A RACI matrix is a grid that maps who's Responsible, Accountable, Consulted, and Informed for each task in a project. One letter per person, per task. This template opens with the four roles defined, a filled web-redesign example, and a blank grid of roles against tasks. Project managers and team leads use it to settle who does the work, who signs off, and who just needs a heads-up before a cross-functional project starts.
RACI maps four roles against tasks: Responsible, Accountable, Consulted, and Informed. It's built for running execution, knowing who does and who owns each piece of work. DACI maps a different four, Driver, Approver, Contributor, and Informed, against decisions rather than tasks. Reach for RACI to coordinate who does what across a project. Reach for DACI when the real challenge is making a single big decision quickly and well.

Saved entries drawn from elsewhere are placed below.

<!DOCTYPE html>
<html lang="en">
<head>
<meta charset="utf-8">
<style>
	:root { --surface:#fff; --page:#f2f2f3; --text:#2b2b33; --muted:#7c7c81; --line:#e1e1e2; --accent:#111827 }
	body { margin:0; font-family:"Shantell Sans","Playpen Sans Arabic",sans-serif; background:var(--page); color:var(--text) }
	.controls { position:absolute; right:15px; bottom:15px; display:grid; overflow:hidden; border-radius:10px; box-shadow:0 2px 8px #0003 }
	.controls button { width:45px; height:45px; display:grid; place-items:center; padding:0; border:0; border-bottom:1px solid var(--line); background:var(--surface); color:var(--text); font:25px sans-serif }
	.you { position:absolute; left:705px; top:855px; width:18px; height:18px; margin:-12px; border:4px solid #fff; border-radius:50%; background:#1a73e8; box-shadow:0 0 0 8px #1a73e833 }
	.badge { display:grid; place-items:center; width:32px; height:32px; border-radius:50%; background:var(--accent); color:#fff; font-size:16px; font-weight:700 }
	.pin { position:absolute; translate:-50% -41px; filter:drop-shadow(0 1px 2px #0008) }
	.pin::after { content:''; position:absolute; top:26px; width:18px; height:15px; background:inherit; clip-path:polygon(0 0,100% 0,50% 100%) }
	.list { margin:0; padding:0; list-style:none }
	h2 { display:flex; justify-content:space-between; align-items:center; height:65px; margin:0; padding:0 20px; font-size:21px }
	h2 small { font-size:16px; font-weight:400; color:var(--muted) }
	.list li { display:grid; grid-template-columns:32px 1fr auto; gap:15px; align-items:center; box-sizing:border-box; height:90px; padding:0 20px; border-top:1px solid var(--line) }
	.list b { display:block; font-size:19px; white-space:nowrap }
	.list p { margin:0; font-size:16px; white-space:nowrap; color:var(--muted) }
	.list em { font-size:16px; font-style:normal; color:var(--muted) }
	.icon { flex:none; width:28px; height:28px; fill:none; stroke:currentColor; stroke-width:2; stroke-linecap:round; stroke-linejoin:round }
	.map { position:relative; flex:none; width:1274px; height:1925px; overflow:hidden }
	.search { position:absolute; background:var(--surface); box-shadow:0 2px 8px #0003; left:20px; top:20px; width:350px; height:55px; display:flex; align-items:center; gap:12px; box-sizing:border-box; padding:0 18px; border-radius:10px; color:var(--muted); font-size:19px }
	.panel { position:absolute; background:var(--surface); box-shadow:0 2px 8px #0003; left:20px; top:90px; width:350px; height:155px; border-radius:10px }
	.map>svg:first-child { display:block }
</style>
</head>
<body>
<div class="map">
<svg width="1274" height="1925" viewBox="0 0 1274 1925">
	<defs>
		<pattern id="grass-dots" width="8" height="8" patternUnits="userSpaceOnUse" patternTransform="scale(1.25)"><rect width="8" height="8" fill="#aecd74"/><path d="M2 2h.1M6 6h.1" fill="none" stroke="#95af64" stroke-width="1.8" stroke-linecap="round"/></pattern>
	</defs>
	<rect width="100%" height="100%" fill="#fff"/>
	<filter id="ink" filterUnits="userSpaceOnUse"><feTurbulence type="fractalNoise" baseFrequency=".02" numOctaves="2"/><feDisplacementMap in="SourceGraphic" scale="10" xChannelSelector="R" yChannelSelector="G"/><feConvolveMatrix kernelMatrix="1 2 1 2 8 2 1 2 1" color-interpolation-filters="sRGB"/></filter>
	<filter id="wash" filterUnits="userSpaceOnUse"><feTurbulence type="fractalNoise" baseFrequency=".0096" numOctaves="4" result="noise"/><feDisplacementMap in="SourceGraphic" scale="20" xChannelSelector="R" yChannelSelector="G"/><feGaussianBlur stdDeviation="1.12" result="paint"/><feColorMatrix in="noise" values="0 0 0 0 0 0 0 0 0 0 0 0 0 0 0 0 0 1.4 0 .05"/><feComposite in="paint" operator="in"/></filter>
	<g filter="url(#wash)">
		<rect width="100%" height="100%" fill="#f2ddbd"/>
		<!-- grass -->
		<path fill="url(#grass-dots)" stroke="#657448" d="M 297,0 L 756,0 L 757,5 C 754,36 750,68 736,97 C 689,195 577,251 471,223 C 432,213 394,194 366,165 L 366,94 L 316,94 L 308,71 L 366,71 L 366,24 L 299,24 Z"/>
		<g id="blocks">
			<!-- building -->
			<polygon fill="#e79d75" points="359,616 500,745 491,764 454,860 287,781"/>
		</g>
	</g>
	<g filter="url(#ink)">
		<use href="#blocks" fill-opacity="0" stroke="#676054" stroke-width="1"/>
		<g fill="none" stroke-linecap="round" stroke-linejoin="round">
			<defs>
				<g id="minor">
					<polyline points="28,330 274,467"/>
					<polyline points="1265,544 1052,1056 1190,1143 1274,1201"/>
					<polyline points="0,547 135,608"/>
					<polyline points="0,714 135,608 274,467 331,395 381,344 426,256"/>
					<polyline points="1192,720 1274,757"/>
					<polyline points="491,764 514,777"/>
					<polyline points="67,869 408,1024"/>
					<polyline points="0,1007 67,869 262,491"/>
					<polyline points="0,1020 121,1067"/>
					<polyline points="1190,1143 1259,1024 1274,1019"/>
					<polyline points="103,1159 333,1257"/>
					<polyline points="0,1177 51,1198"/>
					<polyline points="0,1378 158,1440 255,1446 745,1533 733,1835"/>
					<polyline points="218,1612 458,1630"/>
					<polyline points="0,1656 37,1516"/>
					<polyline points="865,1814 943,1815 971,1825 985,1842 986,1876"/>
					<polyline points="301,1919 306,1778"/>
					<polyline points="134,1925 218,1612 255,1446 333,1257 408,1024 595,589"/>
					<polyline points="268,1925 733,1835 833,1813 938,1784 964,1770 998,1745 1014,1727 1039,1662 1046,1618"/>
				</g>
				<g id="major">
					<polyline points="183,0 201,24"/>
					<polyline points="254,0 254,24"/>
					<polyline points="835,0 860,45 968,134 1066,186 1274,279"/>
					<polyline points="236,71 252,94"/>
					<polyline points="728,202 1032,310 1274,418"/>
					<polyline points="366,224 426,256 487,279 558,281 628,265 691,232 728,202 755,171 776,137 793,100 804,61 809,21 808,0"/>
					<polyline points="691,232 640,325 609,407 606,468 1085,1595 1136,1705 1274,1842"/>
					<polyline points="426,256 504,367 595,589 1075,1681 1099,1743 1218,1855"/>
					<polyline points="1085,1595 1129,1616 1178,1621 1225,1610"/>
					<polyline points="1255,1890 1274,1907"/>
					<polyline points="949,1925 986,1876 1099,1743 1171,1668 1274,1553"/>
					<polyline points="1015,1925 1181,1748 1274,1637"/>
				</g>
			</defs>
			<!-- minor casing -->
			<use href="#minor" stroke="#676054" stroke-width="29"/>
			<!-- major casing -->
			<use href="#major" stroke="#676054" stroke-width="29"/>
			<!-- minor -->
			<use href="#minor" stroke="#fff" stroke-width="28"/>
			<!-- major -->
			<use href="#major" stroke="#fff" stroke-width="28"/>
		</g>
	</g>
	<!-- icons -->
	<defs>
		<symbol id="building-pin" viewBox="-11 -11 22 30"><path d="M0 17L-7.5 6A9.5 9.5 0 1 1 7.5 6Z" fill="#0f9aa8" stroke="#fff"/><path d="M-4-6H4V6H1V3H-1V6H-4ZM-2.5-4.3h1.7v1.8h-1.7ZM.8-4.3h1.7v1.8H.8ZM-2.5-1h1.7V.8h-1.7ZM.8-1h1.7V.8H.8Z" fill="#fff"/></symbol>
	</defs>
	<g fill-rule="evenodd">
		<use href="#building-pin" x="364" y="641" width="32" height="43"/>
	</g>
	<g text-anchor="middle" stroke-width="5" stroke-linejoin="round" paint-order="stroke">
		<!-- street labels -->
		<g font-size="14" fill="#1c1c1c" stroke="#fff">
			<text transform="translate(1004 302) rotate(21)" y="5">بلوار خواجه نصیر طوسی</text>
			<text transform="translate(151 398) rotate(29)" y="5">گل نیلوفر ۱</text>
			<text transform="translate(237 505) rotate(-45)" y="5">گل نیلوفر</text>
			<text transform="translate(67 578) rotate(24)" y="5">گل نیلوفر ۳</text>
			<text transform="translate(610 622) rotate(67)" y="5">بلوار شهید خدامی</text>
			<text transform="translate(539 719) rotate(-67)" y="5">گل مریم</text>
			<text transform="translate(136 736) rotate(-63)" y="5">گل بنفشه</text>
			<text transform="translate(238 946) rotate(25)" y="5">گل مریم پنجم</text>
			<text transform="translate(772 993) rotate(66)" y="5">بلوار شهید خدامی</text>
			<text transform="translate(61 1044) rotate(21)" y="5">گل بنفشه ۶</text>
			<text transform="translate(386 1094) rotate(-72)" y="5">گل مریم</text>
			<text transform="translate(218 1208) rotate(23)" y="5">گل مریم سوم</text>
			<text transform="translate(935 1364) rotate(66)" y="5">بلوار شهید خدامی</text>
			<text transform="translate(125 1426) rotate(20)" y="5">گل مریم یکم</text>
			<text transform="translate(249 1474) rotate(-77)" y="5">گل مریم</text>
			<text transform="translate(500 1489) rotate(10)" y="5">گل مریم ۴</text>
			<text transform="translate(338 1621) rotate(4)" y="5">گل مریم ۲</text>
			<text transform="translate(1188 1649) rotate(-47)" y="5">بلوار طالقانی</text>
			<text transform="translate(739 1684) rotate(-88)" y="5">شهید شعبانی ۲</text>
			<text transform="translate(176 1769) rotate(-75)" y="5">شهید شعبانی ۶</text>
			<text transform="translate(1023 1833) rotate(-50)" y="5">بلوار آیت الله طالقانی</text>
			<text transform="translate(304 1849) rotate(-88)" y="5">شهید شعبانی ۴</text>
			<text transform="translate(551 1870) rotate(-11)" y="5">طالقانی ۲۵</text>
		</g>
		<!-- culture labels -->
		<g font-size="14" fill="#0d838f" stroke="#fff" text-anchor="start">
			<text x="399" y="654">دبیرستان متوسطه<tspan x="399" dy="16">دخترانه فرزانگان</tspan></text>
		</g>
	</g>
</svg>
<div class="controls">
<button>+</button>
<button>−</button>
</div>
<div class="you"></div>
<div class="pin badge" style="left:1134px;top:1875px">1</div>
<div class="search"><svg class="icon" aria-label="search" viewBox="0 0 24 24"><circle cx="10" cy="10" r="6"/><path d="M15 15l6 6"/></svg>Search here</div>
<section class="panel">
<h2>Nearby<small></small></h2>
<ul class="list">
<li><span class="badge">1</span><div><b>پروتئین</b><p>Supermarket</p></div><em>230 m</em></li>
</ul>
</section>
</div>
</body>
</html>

RACI stands for Responsible, Accountable, Consulted, and Informed. Responsible is the person who does the work. Accountable is the one who owns it and signs off, and there should be only one per task. Consulted people give input before the work is finalized. Informed people are kept up to date on progress. Each cell in the matrix holds one of these letters.
Responsible is the person doing the hands-on work on a task. Accountable is the person who owns the outcome, makes the final call, and answers for it. A task can have several Responsible people, but it should have exactly one Accountable, so there's no confusion about who has the final say. Often the same person is both.
The golden rule is one Accountable person per task. If two people are accountable for the same thing, neither truly is, and decisions stall. Responsible, Consulted, and Informed can each have several people, but accountability has to sit with a single name, so everyone knows who owns the result and who to go to.
RACI is task-centric: it maps who's Responsible, Accountable, Consulted, and Informed for each task in a project. DACI is decision-centric: Driver, Approver, Contributor, Informed, used to clarify who drives and who approves a specific decision. Use RACI to run execution across many tasks. Use DACI when the goal is making one important decision well.
Use a RACI matrix on cross-functional projects where several people or teams touch the same work and ownership is fuzzy. It earns its place when a project has many tasks, multiple approvers, or a matrixed org. For a small team sitting together on one task, it's overkill. The bigger and more tangled the project, the more it helps.